WHAT THE TASK REQUIRES: Begin with the first line of the entries below and reproduce each line exactly, ending with the line that holds "0 #a7b6b2) drop-shadow(-2px".
** MATERIAL PROVIDED follows **
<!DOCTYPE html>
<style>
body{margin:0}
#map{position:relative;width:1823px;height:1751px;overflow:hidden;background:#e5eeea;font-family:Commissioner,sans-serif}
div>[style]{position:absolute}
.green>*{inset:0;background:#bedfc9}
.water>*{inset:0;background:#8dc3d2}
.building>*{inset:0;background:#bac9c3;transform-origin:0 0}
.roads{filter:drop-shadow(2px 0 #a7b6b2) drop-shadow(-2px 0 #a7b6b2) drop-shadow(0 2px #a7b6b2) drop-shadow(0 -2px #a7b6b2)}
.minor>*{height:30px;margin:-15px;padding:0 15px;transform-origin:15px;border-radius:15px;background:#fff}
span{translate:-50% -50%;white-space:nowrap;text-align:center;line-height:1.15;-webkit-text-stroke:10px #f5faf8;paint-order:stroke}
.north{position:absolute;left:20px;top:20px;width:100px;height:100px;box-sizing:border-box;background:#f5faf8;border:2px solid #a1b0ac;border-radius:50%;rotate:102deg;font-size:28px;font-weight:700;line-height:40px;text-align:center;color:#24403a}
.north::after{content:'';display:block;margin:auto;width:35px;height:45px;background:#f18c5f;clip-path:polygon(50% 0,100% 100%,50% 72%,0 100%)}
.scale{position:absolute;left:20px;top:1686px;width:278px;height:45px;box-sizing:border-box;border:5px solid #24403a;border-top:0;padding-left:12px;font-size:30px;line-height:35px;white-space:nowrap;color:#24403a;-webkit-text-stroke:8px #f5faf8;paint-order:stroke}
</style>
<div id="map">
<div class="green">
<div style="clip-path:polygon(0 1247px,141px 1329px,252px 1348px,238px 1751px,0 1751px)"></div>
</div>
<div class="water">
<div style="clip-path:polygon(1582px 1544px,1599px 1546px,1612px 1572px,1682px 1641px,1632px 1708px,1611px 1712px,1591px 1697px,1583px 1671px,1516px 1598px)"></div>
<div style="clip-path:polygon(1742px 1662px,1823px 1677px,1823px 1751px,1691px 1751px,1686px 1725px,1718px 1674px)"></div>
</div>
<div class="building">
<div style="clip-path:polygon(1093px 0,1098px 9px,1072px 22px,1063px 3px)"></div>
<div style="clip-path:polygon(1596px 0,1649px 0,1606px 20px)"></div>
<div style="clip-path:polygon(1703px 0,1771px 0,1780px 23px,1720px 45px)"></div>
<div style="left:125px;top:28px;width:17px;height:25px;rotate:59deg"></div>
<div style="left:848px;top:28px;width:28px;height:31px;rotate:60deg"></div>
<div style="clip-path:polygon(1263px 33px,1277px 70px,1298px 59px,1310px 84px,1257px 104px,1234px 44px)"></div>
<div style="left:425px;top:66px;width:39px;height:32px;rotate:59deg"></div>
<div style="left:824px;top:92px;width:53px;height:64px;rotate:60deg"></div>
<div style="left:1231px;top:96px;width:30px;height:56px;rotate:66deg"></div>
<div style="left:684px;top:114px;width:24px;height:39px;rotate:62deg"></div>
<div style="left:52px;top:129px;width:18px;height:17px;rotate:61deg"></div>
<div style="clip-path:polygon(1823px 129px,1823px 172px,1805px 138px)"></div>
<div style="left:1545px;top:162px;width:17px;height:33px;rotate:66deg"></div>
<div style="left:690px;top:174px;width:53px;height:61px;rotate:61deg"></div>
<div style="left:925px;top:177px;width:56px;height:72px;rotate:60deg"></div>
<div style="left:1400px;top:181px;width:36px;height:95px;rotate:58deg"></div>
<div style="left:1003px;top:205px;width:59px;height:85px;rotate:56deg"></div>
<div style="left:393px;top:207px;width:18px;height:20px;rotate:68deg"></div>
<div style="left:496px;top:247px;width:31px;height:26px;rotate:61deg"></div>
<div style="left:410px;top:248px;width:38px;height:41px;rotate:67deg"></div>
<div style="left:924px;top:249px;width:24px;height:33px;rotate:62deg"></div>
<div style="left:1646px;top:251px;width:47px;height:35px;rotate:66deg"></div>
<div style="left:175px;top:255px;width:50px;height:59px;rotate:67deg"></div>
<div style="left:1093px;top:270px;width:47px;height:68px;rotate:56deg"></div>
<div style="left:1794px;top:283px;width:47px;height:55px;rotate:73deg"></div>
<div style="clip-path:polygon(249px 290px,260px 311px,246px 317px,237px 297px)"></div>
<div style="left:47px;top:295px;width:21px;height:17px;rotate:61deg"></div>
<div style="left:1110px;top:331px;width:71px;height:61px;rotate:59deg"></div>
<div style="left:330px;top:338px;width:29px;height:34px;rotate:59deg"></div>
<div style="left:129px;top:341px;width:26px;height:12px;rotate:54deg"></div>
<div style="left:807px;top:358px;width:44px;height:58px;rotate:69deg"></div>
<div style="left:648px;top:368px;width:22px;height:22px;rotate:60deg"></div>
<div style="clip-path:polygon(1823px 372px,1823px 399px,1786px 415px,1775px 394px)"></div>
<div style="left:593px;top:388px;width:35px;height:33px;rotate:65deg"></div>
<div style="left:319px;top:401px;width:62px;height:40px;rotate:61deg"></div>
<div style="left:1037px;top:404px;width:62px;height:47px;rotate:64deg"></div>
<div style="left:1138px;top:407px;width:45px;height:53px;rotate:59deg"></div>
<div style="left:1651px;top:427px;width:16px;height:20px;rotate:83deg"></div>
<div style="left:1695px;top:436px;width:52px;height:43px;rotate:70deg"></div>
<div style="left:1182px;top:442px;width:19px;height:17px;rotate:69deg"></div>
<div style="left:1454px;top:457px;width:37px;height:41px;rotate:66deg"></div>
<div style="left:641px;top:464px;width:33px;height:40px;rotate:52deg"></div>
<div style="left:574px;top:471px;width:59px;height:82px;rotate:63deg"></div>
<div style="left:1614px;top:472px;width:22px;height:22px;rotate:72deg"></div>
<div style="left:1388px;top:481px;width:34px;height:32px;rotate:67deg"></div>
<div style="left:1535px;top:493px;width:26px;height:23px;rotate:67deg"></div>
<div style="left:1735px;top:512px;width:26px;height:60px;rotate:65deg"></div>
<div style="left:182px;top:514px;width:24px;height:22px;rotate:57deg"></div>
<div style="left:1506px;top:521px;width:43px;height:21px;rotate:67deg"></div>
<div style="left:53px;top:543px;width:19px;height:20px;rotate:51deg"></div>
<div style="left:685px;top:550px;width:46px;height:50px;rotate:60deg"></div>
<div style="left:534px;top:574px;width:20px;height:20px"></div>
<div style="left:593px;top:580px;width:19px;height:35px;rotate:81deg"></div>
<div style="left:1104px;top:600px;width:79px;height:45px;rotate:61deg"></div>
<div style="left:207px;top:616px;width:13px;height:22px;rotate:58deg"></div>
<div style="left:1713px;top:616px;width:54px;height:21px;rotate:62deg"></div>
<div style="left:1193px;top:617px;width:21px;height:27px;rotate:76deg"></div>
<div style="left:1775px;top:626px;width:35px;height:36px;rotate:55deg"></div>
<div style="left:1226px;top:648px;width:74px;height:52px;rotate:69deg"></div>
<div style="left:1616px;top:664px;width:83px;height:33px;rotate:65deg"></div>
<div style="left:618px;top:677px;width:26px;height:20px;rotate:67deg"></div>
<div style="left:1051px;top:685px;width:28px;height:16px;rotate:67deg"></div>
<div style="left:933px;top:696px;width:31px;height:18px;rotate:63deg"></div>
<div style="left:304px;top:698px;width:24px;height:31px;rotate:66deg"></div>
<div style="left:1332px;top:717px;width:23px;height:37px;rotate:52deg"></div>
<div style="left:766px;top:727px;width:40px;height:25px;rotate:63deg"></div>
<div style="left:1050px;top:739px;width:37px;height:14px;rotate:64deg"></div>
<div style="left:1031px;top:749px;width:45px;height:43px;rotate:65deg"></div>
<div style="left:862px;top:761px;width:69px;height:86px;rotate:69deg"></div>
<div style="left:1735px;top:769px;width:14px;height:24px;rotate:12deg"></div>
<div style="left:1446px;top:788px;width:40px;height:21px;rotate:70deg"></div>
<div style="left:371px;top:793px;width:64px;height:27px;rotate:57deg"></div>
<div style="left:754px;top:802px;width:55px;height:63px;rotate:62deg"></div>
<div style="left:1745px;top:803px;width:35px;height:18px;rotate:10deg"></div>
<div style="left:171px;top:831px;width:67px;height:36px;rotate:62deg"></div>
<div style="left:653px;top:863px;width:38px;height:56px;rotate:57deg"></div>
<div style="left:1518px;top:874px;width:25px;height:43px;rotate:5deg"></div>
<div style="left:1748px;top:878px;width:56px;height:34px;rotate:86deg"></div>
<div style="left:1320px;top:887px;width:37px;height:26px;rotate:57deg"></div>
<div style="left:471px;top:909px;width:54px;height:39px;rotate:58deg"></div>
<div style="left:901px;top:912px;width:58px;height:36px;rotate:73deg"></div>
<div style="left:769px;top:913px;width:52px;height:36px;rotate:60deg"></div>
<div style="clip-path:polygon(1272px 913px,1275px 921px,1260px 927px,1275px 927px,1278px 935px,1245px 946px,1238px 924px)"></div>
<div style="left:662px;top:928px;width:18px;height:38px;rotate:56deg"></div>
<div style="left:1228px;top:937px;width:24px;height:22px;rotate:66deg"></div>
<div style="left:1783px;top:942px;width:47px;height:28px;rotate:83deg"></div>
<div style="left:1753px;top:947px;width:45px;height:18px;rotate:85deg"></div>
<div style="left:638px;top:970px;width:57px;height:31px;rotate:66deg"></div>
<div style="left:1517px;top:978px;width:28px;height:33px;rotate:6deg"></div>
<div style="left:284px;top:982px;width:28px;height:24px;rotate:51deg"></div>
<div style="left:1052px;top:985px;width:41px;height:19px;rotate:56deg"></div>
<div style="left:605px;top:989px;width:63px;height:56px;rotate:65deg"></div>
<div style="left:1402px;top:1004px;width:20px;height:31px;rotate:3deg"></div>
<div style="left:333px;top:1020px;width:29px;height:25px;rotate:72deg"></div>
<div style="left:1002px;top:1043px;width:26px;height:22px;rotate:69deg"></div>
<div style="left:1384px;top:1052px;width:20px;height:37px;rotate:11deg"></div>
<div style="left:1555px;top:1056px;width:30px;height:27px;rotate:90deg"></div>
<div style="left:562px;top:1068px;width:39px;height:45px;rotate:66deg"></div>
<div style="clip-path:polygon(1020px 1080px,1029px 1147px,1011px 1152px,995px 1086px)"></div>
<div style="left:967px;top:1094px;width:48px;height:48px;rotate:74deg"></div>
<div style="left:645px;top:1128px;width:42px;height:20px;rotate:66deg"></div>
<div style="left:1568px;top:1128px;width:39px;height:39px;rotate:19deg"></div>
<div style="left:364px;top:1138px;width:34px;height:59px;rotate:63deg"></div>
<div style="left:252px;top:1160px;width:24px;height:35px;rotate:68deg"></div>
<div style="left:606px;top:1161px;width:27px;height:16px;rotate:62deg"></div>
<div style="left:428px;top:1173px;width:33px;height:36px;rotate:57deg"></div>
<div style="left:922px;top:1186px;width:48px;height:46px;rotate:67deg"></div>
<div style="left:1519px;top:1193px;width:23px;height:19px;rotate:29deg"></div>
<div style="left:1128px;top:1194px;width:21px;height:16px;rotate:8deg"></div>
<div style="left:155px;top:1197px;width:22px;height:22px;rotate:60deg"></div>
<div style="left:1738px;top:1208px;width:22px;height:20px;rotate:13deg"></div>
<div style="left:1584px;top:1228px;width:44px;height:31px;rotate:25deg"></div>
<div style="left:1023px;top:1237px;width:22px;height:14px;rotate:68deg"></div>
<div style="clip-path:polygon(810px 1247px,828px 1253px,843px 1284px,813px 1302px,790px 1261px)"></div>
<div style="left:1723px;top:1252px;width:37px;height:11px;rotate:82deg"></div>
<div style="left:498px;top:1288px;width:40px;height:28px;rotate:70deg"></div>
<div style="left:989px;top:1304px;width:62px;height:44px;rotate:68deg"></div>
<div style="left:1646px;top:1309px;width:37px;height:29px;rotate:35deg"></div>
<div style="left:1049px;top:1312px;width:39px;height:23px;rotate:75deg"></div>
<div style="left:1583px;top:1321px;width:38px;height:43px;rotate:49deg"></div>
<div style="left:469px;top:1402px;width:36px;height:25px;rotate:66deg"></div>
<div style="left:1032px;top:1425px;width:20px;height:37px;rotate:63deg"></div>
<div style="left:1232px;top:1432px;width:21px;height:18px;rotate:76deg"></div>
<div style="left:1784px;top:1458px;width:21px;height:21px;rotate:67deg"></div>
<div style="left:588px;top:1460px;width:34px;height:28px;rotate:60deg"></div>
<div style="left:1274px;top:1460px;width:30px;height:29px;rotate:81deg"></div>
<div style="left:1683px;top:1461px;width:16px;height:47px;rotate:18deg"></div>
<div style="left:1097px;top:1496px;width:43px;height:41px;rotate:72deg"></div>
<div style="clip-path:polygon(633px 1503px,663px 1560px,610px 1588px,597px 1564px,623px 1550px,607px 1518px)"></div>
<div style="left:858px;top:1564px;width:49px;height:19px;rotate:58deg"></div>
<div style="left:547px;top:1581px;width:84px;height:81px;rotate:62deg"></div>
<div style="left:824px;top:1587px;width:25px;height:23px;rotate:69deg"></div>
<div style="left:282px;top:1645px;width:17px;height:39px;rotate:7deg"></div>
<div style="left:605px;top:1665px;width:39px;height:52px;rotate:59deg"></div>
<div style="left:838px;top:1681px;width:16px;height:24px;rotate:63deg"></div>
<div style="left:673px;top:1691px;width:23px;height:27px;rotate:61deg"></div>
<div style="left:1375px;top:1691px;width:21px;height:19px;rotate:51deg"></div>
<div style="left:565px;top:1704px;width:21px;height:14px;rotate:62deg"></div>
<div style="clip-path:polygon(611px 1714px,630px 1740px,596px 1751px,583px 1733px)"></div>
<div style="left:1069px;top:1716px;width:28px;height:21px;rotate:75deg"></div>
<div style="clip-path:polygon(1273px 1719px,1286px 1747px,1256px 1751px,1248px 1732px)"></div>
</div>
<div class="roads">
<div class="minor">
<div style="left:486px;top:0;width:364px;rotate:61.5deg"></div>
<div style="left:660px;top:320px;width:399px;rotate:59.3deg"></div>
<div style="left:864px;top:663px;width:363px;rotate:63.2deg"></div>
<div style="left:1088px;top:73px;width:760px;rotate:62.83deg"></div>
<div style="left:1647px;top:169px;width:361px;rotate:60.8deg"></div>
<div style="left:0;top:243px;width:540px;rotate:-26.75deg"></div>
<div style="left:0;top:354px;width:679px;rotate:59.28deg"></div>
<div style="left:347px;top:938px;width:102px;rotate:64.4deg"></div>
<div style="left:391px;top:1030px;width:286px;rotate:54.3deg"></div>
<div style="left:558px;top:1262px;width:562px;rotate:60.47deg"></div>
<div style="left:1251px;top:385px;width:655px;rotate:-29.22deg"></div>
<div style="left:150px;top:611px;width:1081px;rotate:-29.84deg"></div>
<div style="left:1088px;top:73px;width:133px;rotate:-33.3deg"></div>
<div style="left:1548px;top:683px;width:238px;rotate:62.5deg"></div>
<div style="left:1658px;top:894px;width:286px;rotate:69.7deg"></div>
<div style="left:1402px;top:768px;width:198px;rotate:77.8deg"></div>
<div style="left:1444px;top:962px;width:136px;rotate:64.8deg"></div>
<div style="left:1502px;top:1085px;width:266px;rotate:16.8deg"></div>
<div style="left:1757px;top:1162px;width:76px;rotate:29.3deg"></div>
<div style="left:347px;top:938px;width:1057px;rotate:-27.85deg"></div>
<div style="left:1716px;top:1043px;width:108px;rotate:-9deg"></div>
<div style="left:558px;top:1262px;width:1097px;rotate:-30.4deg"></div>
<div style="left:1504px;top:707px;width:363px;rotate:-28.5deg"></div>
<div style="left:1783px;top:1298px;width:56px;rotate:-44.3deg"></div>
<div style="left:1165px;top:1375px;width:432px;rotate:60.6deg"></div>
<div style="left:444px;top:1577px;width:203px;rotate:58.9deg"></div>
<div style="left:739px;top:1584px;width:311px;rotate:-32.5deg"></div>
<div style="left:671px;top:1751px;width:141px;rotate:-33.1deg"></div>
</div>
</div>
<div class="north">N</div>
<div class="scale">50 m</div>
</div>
** End of MATERIAL PROVIDED **
FINISHED EXERCISE:
<!DOCTYPE html>
<style>
body{margin:0}
#map{position:relative;width:1823px;height:1751px;overflow:hidden;background:#e5eeea;font-family:Commissioner,sans-serif}
div>[style]{position:absolute}
.green>*{inset:0;background:#bedfc9}
.water>*{inset:0;background:#8dc3d2}
.building>*{inset:0;background:#bac9c3;transform-origin:0 0}
.roads{filter:drop-shadow(2px 0 #a7b6b2) drop-shadow(-2px 0 #a7b6b2) drop-shadow(0 2px #a7b6b2) drop-shadow(0 -2px #a7b6b2)}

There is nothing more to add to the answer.